▶ [Collected data]:
● ● ●
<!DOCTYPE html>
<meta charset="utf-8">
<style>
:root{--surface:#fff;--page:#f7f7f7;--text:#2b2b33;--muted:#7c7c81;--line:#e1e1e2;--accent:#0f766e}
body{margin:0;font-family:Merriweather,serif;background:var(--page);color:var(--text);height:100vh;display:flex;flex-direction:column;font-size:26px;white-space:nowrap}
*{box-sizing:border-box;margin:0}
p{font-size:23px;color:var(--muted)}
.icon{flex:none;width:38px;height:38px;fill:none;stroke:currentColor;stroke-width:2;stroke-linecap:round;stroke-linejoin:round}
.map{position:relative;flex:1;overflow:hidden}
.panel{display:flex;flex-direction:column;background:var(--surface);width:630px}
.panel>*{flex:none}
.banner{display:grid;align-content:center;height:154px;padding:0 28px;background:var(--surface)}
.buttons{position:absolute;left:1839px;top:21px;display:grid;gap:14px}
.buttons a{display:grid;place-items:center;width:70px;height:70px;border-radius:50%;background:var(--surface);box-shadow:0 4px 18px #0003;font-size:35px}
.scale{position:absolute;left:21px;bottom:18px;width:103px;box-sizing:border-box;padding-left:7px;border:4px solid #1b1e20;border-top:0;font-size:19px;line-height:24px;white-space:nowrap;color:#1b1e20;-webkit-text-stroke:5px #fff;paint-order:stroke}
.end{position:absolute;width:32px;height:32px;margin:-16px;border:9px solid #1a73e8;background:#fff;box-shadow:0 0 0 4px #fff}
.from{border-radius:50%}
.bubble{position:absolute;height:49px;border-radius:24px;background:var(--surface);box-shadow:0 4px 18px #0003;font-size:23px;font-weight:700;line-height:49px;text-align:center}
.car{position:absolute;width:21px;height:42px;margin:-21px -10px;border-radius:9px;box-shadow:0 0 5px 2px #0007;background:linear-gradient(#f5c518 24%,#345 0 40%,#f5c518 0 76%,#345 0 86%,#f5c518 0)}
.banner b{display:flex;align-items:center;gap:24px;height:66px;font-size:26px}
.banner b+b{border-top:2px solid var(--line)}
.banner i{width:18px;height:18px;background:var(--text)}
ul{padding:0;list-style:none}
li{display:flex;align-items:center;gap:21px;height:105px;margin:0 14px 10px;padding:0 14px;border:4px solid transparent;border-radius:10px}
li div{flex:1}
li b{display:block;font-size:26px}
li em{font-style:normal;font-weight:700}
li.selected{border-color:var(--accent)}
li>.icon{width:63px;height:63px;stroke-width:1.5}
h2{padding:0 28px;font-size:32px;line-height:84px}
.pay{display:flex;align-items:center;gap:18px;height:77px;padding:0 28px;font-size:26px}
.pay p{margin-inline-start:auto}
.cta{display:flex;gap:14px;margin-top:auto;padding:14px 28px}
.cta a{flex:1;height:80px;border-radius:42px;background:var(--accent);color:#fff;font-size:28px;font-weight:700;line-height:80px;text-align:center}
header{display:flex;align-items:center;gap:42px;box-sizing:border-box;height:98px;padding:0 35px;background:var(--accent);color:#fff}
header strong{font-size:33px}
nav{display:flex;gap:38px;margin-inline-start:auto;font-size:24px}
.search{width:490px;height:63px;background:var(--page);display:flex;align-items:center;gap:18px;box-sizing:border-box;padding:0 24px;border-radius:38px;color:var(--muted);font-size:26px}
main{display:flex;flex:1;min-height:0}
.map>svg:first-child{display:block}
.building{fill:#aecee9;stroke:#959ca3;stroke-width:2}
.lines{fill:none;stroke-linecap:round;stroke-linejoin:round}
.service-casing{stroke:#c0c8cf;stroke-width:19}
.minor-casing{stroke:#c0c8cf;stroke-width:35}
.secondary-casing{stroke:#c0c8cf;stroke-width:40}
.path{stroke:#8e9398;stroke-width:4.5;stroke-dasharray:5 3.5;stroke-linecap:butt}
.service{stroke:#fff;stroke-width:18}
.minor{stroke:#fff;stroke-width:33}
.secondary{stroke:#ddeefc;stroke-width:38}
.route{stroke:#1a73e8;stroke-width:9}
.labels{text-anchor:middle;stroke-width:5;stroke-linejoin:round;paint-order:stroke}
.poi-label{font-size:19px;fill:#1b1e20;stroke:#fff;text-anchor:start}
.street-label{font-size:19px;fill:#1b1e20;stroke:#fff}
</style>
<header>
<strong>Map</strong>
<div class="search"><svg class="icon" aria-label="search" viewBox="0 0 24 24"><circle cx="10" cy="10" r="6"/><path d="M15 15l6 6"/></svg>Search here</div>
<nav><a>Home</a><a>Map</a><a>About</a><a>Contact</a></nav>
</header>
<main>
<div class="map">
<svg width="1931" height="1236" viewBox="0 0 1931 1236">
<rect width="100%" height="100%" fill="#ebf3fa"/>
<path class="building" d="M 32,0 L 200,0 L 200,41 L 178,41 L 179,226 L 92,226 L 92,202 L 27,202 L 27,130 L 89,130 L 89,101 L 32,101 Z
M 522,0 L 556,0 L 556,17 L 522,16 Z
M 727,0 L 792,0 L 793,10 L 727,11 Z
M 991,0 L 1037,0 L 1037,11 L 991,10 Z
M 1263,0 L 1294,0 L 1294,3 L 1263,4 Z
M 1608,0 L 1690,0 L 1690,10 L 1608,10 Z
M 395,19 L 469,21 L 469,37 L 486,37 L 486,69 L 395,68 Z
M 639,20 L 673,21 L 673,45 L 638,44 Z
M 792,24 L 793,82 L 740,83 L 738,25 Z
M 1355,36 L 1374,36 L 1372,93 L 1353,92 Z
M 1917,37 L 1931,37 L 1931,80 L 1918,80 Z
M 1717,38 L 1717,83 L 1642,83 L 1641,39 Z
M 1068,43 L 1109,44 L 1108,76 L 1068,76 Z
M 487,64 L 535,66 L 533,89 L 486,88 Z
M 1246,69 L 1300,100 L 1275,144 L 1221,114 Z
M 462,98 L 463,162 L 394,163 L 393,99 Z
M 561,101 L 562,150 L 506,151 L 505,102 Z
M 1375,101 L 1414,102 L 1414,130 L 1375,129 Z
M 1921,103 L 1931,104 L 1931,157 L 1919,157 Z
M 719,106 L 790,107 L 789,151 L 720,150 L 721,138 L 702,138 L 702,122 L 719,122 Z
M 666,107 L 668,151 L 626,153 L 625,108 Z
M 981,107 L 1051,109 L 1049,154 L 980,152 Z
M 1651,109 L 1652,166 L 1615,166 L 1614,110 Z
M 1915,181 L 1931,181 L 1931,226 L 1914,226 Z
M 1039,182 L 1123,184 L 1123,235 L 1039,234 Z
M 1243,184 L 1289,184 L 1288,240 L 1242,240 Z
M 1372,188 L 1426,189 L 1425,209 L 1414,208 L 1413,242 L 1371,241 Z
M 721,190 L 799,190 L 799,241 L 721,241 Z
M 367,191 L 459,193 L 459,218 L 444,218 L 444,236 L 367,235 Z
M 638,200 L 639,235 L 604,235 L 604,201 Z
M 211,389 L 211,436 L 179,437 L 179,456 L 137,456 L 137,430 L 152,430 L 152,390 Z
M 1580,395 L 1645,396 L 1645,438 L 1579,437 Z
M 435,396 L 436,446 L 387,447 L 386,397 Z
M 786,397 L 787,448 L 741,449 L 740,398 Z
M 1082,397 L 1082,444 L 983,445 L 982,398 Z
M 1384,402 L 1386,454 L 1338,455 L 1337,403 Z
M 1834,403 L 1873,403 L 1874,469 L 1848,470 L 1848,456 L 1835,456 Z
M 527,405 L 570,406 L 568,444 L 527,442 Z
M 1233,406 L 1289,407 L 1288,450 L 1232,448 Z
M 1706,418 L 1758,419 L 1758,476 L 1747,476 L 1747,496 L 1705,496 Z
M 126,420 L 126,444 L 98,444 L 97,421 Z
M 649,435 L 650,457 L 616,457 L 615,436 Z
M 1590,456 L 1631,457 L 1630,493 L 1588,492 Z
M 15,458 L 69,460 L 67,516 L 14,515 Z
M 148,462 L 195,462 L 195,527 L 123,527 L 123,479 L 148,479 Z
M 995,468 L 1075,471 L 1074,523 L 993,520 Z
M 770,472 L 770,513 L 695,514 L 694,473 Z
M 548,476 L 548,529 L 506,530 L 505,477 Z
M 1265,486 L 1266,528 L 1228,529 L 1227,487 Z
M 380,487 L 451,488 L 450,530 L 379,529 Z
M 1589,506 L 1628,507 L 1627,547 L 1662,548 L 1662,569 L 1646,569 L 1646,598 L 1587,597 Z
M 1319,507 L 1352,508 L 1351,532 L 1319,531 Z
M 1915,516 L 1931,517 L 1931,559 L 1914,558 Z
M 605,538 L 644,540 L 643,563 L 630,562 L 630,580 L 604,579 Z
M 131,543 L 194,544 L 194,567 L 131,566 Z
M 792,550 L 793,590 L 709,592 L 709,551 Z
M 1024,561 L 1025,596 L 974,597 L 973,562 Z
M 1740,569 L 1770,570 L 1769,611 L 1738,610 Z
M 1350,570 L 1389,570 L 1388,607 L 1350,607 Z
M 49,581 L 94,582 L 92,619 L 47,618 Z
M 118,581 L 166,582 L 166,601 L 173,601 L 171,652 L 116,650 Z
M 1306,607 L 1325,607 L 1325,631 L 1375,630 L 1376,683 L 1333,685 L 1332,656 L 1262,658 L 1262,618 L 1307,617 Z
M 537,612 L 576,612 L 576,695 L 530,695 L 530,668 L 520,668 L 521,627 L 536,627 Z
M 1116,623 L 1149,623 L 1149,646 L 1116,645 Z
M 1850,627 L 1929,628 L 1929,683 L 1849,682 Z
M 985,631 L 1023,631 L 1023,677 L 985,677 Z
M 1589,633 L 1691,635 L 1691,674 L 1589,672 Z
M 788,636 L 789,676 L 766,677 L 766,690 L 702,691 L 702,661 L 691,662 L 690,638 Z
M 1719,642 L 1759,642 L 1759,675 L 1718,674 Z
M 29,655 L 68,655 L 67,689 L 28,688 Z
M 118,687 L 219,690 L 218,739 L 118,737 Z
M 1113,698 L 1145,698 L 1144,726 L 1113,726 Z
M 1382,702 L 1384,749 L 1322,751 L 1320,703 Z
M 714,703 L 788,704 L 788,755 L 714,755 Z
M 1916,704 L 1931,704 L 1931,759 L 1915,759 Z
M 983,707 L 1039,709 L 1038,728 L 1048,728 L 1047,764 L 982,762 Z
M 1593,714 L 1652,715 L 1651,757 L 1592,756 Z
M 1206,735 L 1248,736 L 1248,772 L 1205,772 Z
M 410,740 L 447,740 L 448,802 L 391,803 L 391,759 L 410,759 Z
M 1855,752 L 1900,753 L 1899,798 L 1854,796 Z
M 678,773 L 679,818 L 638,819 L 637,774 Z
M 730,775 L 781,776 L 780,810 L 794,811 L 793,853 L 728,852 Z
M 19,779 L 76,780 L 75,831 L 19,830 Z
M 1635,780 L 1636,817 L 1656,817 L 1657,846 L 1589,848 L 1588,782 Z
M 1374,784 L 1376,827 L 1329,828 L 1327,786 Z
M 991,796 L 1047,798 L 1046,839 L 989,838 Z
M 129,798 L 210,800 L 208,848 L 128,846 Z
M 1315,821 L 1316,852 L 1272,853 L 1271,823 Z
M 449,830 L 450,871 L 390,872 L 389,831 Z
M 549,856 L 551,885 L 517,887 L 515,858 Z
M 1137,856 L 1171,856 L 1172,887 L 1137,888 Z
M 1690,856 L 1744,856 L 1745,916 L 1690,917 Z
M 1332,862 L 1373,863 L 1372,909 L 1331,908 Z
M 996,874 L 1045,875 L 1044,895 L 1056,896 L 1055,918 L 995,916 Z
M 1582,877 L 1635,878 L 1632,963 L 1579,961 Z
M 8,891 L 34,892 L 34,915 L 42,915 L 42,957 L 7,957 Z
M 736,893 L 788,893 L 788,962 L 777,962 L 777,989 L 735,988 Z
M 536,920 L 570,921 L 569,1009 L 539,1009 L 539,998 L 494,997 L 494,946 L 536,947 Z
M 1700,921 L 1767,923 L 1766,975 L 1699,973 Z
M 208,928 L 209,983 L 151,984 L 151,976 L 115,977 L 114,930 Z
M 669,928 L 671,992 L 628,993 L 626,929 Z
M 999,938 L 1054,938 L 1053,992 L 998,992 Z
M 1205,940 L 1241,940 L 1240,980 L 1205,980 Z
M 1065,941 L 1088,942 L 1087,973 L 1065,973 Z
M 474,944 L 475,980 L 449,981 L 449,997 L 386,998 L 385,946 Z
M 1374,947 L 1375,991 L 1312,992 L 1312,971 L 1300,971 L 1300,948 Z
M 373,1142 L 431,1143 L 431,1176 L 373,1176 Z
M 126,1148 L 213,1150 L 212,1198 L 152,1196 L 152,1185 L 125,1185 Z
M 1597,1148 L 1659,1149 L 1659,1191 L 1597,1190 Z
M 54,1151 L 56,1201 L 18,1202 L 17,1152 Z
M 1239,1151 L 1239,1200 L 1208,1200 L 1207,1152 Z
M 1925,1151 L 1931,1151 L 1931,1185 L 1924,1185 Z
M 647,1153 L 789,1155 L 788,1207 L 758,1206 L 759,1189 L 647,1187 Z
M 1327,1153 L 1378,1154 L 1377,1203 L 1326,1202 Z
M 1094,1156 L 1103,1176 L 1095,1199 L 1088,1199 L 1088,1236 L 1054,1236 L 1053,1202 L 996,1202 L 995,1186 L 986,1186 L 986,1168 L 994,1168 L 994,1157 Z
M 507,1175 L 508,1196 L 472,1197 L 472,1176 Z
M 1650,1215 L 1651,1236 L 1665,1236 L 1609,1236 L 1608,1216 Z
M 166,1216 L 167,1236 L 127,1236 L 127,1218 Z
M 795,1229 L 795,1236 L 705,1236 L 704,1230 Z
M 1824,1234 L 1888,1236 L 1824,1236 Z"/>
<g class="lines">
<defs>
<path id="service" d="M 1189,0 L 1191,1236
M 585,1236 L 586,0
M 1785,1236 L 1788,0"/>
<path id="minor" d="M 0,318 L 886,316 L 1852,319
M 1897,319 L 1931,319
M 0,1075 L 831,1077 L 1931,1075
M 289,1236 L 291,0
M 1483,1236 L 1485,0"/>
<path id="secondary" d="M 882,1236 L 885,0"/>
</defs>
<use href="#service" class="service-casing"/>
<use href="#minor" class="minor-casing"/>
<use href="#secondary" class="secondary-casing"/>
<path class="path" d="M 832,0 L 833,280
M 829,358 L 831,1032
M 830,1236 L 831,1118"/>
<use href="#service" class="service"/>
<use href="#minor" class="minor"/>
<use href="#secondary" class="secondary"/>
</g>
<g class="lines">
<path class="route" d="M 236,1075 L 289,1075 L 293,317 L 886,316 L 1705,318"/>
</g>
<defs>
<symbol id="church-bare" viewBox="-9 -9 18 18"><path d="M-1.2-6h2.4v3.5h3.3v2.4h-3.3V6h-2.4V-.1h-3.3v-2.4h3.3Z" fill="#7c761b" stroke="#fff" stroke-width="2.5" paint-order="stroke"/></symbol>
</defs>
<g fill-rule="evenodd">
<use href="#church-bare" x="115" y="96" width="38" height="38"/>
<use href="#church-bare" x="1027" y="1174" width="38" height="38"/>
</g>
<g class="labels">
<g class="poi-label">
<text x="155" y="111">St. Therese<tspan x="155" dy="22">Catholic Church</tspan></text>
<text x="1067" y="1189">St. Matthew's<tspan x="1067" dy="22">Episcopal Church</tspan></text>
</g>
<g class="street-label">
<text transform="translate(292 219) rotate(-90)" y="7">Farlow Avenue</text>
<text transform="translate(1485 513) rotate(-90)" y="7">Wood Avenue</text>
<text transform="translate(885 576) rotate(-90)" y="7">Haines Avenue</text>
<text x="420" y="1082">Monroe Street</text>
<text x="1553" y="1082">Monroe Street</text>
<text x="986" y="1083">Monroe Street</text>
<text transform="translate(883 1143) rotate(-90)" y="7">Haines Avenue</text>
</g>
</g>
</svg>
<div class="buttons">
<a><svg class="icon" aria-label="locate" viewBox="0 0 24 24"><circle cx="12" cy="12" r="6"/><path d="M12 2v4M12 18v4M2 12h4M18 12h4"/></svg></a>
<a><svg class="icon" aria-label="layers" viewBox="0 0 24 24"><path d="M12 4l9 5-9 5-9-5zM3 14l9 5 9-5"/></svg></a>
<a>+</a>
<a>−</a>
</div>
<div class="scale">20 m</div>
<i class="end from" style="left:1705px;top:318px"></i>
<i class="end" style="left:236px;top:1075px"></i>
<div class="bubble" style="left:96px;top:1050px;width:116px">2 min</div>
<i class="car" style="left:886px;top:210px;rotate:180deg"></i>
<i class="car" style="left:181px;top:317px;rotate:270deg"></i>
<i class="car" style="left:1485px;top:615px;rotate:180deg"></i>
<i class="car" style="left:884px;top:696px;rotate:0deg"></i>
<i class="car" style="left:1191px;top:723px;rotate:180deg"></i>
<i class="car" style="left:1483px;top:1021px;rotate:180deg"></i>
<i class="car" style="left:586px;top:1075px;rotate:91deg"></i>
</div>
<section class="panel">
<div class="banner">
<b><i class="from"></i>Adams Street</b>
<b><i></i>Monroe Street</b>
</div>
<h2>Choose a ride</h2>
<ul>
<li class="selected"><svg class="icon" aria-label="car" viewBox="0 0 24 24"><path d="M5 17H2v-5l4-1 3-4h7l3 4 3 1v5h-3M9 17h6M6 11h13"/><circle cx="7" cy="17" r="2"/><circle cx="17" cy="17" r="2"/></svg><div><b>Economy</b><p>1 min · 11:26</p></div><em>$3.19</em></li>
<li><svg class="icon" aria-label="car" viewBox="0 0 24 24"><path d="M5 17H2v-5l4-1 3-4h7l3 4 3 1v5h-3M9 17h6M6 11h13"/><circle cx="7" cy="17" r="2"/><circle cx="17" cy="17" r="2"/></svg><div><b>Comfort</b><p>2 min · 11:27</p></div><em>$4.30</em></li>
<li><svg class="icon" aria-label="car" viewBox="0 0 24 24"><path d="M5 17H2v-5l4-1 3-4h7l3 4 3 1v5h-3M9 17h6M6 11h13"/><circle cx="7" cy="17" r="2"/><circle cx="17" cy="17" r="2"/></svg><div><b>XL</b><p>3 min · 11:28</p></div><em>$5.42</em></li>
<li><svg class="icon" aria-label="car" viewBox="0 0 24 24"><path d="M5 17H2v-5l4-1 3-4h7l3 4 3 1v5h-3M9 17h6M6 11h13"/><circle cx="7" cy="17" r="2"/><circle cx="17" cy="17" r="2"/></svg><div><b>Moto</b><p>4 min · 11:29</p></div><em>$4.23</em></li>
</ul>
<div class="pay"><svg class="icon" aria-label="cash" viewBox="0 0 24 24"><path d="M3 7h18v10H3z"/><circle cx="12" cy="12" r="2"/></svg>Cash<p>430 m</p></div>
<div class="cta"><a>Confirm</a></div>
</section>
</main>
● ● ●
▶ [EXERCISE AIM]: Each line that contains the string "casing" counts once; report how many such lines the entries have, giving only the number.

▶ [RESPONSE AREA]: 6